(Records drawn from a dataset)
-=-=-=-=-
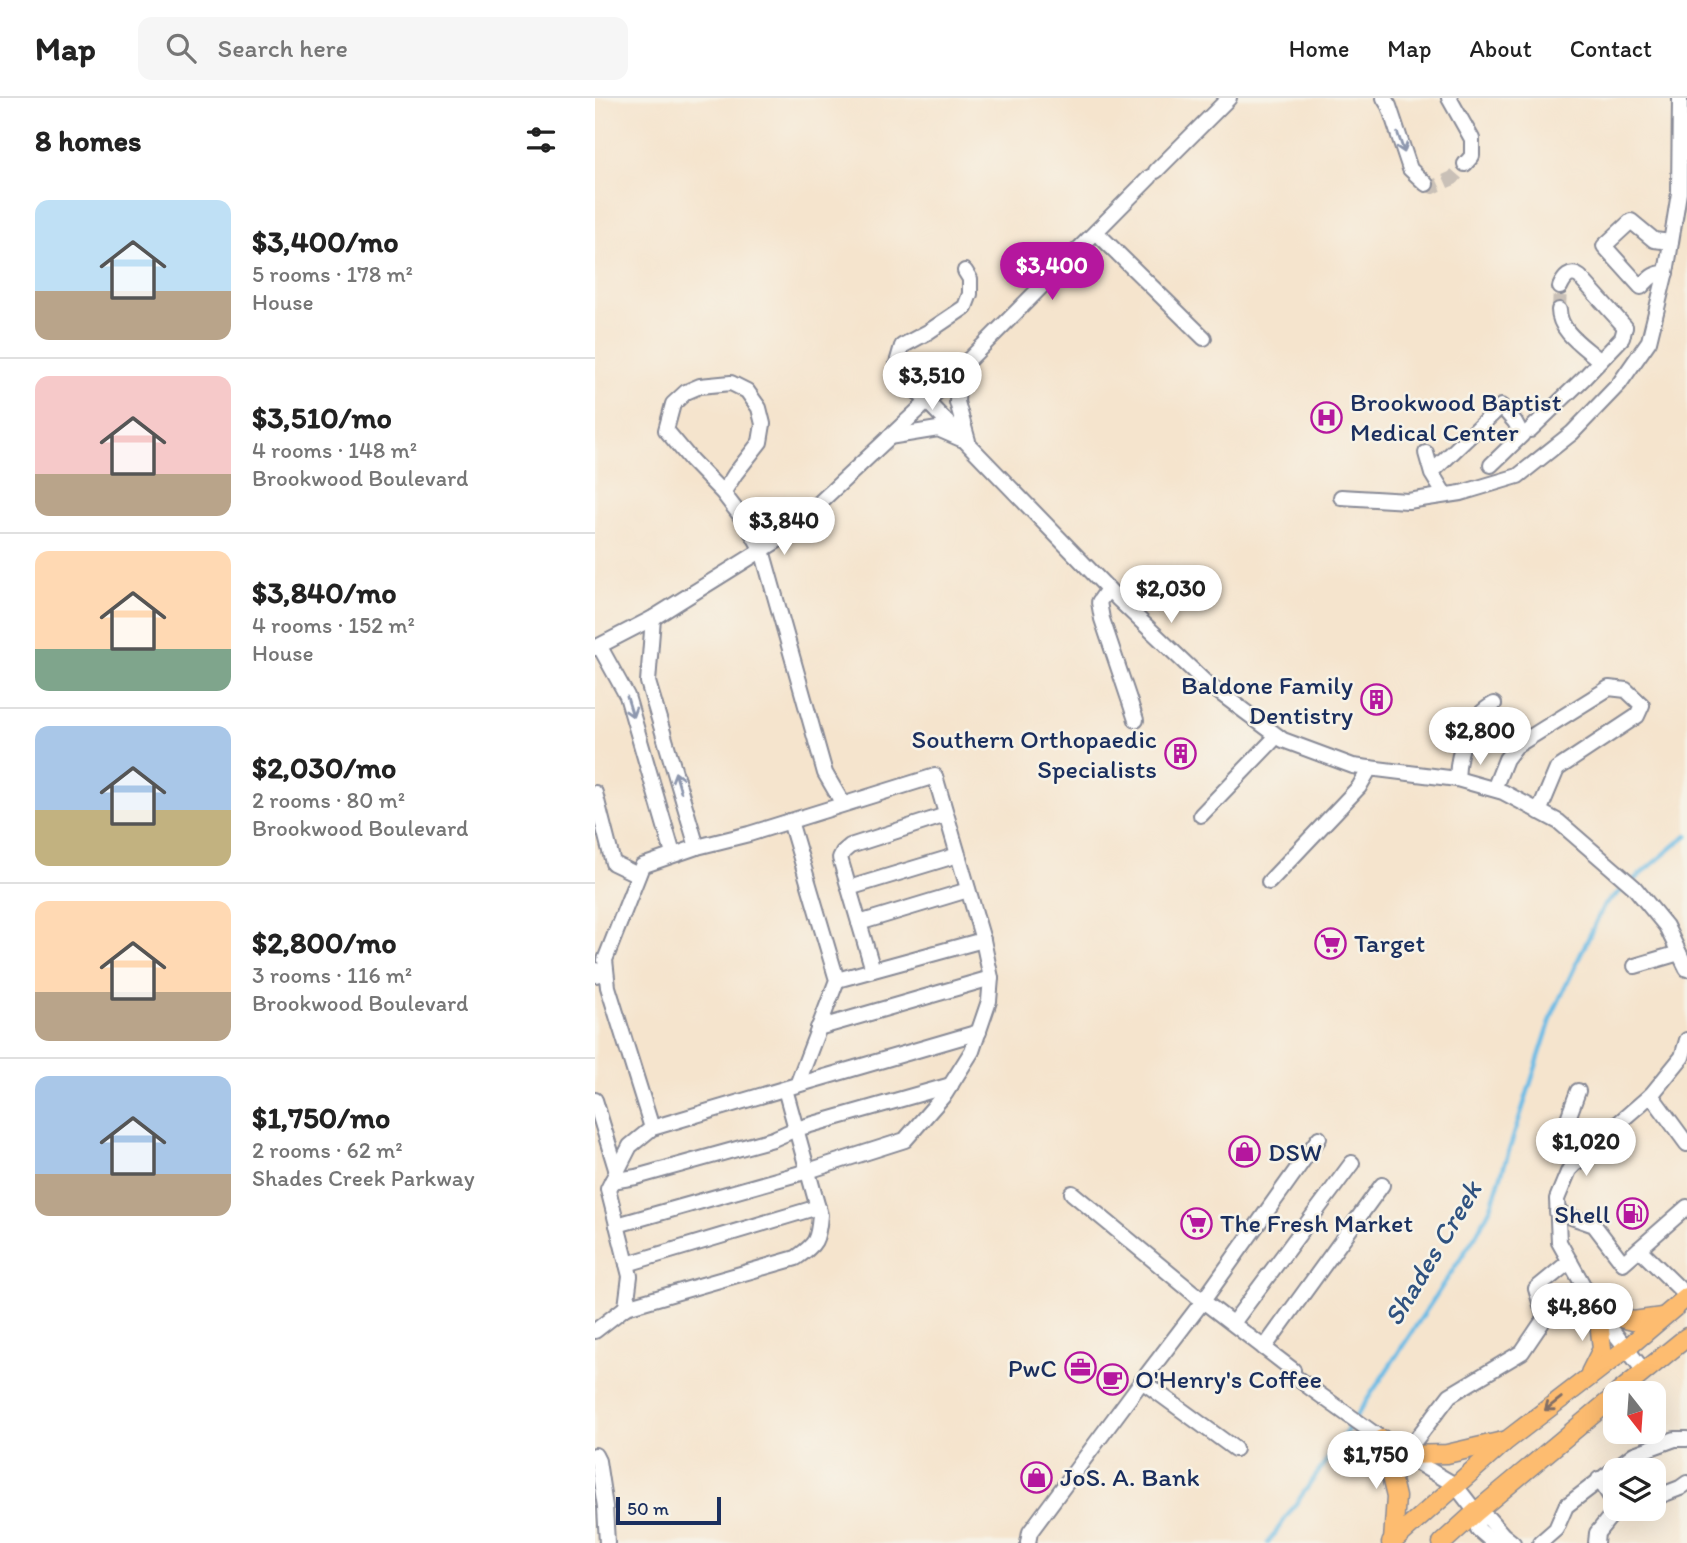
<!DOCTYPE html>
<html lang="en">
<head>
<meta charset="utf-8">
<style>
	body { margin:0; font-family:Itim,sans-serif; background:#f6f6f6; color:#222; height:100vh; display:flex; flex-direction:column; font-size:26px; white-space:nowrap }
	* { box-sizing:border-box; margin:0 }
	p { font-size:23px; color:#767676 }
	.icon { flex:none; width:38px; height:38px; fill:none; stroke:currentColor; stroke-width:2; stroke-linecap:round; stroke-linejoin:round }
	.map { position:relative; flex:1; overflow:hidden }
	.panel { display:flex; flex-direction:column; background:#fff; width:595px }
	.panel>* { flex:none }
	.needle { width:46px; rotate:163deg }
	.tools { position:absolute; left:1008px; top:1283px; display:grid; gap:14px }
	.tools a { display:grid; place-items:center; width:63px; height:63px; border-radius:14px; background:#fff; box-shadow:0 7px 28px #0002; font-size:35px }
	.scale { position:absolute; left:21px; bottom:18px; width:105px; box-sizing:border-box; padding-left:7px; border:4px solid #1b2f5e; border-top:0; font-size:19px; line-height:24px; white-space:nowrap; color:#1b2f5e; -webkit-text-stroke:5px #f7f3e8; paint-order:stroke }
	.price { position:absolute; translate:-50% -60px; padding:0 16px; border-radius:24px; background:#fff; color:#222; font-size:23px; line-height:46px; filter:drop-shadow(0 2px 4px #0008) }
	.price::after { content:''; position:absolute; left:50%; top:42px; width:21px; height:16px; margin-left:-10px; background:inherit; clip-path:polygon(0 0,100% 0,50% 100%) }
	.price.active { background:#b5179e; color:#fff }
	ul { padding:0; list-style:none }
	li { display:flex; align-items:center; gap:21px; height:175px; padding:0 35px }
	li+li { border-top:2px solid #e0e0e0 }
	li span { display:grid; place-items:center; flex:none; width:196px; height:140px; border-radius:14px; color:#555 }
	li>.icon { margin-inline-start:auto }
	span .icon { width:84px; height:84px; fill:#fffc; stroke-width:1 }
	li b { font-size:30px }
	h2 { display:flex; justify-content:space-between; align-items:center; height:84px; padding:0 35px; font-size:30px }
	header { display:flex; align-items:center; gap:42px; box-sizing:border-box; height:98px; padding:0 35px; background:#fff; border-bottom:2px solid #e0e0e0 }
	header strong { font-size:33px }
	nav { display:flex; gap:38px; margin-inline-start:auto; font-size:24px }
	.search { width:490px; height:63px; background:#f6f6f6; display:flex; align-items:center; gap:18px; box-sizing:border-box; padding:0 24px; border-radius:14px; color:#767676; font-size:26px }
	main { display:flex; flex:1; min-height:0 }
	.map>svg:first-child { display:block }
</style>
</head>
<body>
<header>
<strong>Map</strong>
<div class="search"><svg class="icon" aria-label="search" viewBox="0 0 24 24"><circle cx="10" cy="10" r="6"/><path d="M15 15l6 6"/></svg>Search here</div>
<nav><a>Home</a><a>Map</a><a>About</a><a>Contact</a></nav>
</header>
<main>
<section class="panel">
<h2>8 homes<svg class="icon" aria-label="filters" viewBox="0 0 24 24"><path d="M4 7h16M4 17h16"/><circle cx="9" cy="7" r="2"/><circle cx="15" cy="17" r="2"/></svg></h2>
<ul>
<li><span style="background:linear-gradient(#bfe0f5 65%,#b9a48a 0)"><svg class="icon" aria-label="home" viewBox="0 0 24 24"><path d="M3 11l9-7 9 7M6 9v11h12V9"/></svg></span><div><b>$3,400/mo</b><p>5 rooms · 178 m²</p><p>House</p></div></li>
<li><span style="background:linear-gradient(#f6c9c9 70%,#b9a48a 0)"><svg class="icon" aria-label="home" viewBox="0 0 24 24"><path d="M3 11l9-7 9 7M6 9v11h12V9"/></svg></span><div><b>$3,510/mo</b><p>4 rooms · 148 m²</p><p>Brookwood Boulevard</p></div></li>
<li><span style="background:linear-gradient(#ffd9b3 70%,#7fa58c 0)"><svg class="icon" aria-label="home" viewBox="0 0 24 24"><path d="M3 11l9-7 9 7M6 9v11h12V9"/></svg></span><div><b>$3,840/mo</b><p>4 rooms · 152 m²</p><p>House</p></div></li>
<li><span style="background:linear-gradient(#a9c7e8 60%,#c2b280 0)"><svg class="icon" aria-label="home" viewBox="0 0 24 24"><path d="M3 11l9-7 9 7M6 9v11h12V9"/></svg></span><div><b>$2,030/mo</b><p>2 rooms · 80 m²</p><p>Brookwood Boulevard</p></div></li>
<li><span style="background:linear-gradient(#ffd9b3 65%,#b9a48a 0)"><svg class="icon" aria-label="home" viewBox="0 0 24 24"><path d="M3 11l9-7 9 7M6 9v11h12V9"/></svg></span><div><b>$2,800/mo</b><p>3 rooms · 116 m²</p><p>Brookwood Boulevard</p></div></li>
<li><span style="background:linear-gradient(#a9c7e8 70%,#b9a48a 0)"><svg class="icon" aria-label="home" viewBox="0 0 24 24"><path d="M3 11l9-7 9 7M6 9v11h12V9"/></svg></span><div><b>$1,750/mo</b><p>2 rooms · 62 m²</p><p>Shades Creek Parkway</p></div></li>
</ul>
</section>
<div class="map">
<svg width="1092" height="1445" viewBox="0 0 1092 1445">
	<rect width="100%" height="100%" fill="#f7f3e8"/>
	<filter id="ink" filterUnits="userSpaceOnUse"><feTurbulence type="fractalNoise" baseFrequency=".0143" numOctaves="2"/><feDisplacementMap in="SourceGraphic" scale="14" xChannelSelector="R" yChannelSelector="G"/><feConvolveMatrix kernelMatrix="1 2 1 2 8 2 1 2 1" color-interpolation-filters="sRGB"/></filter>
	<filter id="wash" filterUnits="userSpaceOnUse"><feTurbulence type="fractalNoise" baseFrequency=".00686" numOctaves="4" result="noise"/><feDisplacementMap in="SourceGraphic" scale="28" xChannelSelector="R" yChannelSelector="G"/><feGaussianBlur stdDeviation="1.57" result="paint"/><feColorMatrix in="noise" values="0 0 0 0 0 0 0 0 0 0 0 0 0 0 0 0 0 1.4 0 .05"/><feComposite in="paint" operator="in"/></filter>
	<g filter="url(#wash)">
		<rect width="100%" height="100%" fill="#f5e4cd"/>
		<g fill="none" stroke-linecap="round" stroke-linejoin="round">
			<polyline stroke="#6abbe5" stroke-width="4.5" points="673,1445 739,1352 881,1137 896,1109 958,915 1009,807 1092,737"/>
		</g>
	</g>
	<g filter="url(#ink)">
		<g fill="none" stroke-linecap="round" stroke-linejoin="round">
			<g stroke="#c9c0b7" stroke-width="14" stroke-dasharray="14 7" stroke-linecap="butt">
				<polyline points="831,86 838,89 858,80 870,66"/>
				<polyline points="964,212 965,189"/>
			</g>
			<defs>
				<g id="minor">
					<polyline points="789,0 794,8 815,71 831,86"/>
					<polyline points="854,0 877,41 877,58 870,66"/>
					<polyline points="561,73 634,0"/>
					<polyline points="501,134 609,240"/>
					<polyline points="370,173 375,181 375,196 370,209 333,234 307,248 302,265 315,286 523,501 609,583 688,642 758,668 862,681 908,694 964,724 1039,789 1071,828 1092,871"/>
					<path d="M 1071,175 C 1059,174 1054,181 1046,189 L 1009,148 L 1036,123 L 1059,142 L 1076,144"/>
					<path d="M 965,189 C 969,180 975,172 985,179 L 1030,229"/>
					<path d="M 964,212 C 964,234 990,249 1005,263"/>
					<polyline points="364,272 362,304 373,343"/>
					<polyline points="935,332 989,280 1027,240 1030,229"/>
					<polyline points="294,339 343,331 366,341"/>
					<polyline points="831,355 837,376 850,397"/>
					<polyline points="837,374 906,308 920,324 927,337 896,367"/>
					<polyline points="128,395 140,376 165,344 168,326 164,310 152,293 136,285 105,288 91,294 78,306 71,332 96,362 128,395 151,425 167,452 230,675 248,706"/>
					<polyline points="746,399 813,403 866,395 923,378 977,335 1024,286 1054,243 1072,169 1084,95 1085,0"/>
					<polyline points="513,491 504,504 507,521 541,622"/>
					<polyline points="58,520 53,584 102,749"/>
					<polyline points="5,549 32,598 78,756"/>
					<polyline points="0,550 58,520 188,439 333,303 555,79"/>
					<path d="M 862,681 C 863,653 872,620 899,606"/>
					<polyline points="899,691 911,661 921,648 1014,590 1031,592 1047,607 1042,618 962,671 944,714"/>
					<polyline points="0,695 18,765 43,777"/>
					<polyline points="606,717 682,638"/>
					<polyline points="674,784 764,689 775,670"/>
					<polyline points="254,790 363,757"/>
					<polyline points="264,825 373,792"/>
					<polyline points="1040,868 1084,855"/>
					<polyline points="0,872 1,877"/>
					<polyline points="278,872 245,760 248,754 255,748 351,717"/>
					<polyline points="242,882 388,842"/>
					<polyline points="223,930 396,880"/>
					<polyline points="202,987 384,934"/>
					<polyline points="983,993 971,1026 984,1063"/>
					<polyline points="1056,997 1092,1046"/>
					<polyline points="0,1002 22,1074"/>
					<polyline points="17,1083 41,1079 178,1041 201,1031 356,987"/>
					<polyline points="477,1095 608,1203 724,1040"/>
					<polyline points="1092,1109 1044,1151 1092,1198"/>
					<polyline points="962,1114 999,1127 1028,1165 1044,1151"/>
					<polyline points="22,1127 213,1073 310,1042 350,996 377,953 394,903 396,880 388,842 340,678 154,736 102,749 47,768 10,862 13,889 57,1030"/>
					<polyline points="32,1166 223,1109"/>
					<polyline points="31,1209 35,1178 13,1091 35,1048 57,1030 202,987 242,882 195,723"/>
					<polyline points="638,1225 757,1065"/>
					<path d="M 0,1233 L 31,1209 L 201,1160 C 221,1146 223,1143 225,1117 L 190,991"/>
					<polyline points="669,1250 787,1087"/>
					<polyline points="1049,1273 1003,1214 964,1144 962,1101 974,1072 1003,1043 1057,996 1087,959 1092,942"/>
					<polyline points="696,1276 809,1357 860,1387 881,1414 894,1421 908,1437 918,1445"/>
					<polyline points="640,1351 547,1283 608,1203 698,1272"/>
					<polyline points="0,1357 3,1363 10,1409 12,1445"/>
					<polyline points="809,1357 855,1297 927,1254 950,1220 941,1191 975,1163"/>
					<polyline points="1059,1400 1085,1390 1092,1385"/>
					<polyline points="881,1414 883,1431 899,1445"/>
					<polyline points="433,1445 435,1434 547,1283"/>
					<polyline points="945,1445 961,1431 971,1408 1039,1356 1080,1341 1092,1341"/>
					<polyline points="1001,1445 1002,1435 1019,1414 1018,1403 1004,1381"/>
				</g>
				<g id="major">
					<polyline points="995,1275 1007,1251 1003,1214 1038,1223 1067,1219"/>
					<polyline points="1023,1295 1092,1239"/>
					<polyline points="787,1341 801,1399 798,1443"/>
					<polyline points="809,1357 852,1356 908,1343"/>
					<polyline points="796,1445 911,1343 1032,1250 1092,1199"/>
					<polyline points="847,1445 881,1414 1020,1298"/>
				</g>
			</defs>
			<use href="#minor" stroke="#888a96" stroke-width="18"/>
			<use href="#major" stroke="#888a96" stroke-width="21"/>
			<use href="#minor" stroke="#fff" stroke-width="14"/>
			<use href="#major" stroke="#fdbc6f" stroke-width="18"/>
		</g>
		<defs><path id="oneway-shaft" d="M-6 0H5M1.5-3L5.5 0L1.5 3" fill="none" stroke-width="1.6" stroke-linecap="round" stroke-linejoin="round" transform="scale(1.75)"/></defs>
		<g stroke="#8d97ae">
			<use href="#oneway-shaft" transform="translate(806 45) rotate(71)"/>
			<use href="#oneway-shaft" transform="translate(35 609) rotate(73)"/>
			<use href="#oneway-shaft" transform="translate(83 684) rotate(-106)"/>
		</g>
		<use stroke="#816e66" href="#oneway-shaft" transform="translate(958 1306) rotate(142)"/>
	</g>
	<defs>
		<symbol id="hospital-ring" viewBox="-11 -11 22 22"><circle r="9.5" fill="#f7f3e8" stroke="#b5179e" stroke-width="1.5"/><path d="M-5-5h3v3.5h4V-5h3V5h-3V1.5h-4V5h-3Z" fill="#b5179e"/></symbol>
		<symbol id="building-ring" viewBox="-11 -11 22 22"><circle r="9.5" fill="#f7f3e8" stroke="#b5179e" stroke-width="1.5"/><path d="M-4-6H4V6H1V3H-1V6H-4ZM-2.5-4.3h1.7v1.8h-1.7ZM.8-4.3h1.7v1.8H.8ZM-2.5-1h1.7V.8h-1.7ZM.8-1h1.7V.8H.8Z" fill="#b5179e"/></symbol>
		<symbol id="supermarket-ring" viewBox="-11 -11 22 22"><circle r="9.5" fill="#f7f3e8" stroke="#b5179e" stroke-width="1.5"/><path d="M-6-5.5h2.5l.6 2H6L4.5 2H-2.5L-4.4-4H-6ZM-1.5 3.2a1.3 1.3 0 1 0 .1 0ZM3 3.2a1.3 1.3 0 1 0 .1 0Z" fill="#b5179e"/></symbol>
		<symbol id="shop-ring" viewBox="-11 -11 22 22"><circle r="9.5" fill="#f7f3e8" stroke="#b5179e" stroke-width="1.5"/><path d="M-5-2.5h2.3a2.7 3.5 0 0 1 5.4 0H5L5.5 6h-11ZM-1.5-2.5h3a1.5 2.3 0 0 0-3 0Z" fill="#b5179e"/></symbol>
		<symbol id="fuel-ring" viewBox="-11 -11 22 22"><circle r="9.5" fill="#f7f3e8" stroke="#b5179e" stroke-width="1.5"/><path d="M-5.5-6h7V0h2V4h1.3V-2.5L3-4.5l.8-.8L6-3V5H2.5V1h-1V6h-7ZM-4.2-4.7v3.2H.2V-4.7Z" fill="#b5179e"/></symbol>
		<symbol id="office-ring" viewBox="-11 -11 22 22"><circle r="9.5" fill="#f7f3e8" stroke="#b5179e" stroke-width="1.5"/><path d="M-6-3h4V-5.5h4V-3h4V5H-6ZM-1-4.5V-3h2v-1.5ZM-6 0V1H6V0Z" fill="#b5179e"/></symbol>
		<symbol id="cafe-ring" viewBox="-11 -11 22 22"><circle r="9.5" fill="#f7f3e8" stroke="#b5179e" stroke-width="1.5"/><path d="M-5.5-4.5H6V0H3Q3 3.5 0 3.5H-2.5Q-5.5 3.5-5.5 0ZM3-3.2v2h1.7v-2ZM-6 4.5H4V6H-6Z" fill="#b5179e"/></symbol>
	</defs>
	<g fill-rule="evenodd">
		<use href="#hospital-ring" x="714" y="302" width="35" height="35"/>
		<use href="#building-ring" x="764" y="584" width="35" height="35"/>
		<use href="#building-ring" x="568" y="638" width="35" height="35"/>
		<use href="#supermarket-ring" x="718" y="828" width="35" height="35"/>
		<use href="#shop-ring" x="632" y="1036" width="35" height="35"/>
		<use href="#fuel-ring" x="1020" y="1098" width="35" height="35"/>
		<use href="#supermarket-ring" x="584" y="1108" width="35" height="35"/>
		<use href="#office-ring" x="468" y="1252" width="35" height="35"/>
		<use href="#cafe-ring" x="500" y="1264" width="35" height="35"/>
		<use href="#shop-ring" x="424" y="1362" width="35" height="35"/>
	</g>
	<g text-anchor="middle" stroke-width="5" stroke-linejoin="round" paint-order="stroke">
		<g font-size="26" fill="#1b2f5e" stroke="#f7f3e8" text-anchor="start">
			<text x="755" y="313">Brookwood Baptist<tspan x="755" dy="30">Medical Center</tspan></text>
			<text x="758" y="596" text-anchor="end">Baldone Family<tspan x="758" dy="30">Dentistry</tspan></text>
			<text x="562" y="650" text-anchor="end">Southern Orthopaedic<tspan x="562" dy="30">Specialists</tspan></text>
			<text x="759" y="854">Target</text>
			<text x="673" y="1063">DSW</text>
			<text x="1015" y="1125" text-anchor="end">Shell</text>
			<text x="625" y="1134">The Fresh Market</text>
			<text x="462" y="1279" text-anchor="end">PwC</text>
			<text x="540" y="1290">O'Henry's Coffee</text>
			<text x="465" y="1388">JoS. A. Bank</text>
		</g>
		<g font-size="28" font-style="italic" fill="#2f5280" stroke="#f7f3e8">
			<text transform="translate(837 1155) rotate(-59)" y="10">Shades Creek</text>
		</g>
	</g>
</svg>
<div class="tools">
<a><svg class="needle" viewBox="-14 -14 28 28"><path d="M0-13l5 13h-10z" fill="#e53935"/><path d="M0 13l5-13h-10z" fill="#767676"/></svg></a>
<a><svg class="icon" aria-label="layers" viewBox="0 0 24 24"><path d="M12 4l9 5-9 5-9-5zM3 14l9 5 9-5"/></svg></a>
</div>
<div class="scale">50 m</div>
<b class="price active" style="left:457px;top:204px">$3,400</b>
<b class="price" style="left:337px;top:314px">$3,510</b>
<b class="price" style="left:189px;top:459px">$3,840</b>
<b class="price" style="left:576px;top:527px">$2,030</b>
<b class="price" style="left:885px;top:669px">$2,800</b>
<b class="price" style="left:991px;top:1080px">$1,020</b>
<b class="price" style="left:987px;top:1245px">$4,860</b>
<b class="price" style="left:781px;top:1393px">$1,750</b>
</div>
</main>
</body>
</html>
-=-=-=-=-
**PROBLEM**
Of the entries above, repeat exactly the lines between the line with "position:absolute; translate:-50% -60px;" and the line with "border-top:2px solid #e0e0e0", inclusive, and no others.

**OUTPUT OF THE TASK**
	.price { position:absolute; translate:-50% -60px; padding:0 16px; border-radius:24px; background:#fff; color:#222; font-size:23px; line-height:46px; filter:drop-shadow(0 2px 4px #0008) }
	.price::after { content:''; position:absolute; left:50%; top:42px; width:21px; height:16px; margin-left:-10px; background:inherit; clip-path:polygon(0 0,100% 0,50% 100%) }
	.price.active { background:#b5179e; color:#fff }
	ul { padding:0; list-style:none }
	li { display:flex; align-items:center; gap:21px; height:175px; padding:0 35px }
	li+li { border-top:2px solid #e0e0e0 }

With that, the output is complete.